• [Task instructions]: Keep only the lines from the start of the data through the line containing "Map reading. Transcribe", and output them exactly.

Data under study: Begin

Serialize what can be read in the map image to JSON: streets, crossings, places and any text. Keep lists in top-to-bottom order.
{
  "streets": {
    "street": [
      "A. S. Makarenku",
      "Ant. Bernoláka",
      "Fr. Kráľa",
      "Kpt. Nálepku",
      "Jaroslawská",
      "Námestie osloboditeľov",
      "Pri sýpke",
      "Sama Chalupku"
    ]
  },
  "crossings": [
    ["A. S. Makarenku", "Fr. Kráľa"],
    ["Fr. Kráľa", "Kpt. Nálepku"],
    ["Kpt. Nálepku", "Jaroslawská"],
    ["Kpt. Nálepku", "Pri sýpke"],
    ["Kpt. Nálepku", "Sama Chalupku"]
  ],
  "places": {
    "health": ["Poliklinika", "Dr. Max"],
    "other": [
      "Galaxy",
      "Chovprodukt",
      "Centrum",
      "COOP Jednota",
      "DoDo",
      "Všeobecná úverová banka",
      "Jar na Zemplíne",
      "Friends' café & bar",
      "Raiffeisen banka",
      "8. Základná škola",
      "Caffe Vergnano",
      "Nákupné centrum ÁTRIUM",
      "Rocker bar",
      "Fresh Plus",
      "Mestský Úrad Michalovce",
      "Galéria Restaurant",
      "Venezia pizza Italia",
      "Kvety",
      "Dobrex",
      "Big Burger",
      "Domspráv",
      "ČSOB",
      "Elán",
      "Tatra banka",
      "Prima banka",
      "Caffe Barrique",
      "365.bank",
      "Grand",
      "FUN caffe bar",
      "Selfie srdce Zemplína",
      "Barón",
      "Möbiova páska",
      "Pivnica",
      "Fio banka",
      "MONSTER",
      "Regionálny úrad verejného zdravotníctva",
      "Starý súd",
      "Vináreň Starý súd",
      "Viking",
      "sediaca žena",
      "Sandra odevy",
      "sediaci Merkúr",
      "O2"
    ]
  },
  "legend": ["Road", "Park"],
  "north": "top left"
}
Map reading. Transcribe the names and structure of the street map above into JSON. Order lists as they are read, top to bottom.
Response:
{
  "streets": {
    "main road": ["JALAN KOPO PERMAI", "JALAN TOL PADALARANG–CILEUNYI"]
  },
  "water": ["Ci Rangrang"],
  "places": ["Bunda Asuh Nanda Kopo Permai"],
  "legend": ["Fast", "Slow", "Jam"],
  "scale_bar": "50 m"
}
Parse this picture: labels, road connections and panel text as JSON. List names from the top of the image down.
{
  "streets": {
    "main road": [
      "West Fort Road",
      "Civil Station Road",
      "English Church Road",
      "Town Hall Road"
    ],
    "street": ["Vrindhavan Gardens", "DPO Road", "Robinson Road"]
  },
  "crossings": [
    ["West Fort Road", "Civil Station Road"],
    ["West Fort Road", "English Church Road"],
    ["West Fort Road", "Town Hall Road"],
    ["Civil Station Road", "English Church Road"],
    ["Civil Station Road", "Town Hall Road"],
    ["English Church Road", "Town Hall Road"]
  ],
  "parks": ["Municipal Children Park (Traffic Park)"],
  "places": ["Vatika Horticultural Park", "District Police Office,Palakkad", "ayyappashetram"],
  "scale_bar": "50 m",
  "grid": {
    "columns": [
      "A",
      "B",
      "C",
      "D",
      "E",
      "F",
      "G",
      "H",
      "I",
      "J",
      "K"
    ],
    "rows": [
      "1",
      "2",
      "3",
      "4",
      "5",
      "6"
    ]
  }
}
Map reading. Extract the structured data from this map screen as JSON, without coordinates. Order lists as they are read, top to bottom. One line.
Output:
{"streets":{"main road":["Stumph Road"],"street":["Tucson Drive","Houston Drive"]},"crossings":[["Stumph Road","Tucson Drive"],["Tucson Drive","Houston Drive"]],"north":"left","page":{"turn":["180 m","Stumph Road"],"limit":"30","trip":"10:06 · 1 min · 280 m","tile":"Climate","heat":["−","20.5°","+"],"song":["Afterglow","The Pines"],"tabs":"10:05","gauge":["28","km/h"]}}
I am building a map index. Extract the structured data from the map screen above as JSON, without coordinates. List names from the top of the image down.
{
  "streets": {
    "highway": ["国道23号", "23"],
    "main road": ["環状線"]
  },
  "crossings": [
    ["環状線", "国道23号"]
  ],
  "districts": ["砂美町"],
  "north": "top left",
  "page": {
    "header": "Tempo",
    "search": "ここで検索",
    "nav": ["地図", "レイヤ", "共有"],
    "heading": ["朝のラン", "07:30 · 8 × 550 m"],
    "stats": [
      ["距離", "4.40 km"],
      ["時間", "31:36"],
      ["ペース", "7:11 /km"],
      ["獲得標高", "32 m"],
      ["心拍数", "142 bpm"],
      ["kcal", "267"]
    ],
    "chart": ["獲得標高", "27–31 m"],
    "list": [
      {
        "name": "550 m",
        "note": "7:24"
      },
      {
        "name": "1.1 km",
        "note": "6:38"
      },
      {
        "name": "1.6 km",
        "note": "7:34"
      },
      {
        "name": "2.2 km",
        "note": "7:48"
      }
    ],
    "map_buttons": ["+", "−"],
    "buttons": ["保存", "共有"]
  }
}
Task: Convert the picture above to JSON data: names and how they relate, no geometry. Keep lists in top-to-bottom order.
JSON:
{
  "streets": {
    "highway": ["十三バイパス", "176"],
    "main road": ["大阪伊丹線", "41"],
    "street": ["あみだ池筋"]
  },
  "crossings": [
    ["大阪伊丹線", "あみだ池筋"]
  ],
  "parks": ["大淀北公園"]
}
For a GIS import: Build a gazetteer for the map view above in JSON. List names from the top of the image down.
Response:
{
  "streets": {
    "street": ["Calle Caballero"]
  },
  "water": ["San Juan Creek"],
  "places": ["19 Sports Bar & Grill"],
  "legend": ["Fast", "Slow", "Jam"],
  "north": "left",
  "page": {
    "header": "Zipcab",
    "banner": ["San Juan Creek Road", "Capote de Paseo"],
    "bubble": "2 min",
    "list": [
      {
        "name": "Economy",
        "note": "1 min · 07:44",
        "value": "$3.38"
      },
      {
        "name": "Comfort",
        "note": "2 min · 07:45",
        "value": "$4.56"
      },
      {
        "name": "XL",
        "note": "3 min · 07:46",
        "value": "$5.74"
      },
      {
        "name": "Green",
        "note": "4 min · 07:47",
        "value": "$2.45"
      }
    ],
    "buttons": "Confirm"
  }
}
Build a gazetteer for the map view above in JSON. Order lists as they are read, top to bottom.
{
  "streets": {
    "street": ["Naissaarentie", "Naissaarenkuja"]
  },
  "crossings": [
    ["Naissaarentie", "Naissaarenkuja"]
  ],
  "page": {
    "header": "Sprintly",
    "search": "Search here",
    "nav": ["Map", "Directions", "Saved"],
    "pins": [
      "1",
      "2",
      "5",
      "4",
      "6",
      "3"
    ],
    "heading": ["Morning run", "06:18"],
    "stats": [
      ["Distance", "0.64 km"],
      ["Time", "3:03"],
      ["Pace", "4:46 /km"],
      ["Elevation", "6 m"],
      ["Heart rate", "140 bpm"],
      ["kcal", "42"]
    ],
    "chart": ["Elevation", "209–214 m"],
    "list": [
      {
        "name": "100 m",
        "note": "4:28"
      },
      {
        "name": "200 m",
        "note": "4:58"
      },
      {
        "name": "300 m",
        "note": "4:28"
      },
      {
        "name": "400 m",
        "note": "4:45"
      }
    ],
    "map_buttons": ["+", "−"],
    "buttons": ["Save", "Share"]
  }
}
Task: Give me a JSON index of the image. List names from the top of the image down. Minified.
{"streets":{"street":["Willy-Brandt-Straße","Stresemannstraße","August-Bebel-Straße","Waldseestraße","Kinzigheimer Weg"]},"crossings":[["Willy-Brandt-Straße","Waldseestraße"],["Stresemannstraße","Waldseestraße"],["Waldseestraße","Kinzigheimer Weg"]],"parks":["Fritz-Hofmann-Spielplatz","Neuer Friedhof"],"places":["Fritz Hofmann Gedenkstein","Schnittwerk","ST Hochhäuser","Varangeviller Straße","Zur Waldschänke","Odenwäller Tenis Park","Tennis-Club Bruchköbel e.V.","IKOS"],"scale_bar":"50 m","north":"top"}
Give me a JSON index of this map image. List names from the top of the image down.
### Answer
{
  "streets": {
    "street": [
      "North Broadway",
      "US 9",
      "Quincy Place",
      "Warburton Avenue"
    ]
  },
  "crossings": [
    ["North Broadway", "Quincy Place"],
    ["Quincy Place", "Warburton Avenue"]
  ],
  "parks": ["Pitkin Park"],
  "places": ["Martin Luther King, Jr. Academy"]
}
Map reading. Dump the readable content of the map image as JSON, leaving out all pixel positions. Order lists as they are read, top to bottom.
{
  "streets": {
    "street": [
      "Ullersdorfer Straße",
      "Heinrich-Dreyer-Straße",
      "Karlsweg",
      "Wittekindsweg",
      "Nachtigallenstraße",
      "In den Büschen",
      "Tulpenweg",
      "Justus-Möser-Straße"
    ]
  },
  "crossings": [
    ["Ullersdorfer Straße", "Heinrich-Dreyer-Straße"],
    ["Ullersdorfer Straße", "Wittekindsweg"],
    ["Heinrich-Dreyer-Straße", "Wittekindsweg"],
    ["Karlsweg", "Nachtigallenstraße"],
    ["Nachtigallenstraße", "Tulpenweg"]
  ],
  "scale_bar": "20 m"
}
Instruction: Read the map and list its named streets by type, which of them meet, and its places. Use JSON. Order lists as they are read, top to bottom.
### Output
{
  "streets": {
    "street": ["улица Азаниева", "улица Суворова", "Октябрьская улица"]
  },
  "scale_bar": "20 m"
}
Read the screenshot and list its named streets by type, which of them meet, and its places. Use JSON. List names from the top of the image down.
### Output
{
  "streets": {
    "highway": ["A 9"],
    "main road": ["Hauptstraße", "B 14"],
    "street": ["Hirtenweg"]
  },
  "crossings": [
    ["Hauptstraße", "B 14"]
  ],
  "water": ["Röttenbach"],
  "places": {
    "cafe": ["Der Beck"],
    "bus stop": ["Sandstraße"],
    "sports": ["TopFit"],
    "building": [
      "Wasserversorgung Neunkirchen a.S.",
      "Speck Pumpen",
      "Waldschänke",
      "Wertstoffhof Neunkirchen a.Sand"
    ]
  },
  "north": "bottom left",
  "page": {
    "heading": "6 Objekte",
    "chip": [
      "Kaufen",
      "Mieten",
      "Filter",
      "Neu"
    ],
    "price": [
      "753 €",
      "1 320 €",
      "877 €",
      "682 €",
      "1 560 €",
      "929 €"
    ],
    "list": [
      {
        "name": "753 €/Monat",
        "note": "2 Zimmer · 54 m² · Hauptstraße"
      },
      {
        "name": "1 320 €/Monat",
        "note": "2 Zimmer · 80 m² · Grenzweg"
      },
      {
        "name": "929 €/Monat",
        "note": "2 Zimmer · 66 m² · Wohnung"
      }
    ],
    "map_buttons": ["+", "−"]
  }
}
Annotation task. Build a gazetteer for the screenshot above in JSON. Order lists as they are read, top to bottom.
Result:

Data under study: End

• [Finished exercise]:
Serialize what can be read in the map image to JSON: streets, crossings, places and any text. Keep lists in top-to-bottom order.
{
  "streets": {
    "street": [
      "A. S. Makarenku",
      "Ant. Bernoláka",
      "Fr. Kráľa",
      "Kpt. Nálepku",
      "Jaroslawská",
      "Námestie osloboditeľov",
      "Pri sýpke",
      "Sama Chalupku"
    ]
  },
  "crossings": [
    ["A. S. Makarenku", "Fr. Kráľa"],
    ["Fr. Kráľa", "Kpt. Nálepku"],
    ["Kpt. Nálepku", "Jaroslawská"],
    ["Kpt. Nálepku", "Pri sýpke"],
    ["Kpt. Nálepku", "Sama Chalupku"]
  ],
  "places": {
    "health": ["Poliklinika", "Dr. Max"],
    "other": [
      "Galaxy",
      "Chovprodukt",
      "Centrum",
      "COOP Jednota",
      "DoDo",
      "Všeobecná úverová banka",
      "Jar na Zemplíne",
      "Friends' café & bar",
      "Raiffeisen banka",
      "8. Základná škola",
      "Caffe Vergnano",
      "Nákupné centrum ÁTRIUM",
      "Rocker bar",
      "Fresh Plus",
      "Mestský Úrad Michalovce",
      "Galéria Restaurant",
      "Venezia pizza Italia",
      "Kvety",
      "Dobrex",
      "Big Burger",
      "Domspráv",
      "ČSOB",
      "Elán",
      "Tatra banka",
      "Prima banka",
      "Caffe Barrique",
      "365.bank",
      "Grand",
      "FUN caffe bar",
      "Selfie srdce Zemplína",
      "Barón",
      "Möbiova páska",
      "Pivnica",
      "Fio banka",
      "MONSTER",
      "Regionálny úrad verejného zdravotníctva",
      "Starý súd",
      "Vináreň Starý súd",
      "Viking",
      "sediaca žena",
      "Sandra odevy",
      "sediaci Merkúr",
      "O2"
    ]
  },
  "legend": ["Road", "Park"],
  "north": "top left"
}
Map reading. Transcribe the names and structure of the street map above into JSON. Order lists as they are read, top to bottom.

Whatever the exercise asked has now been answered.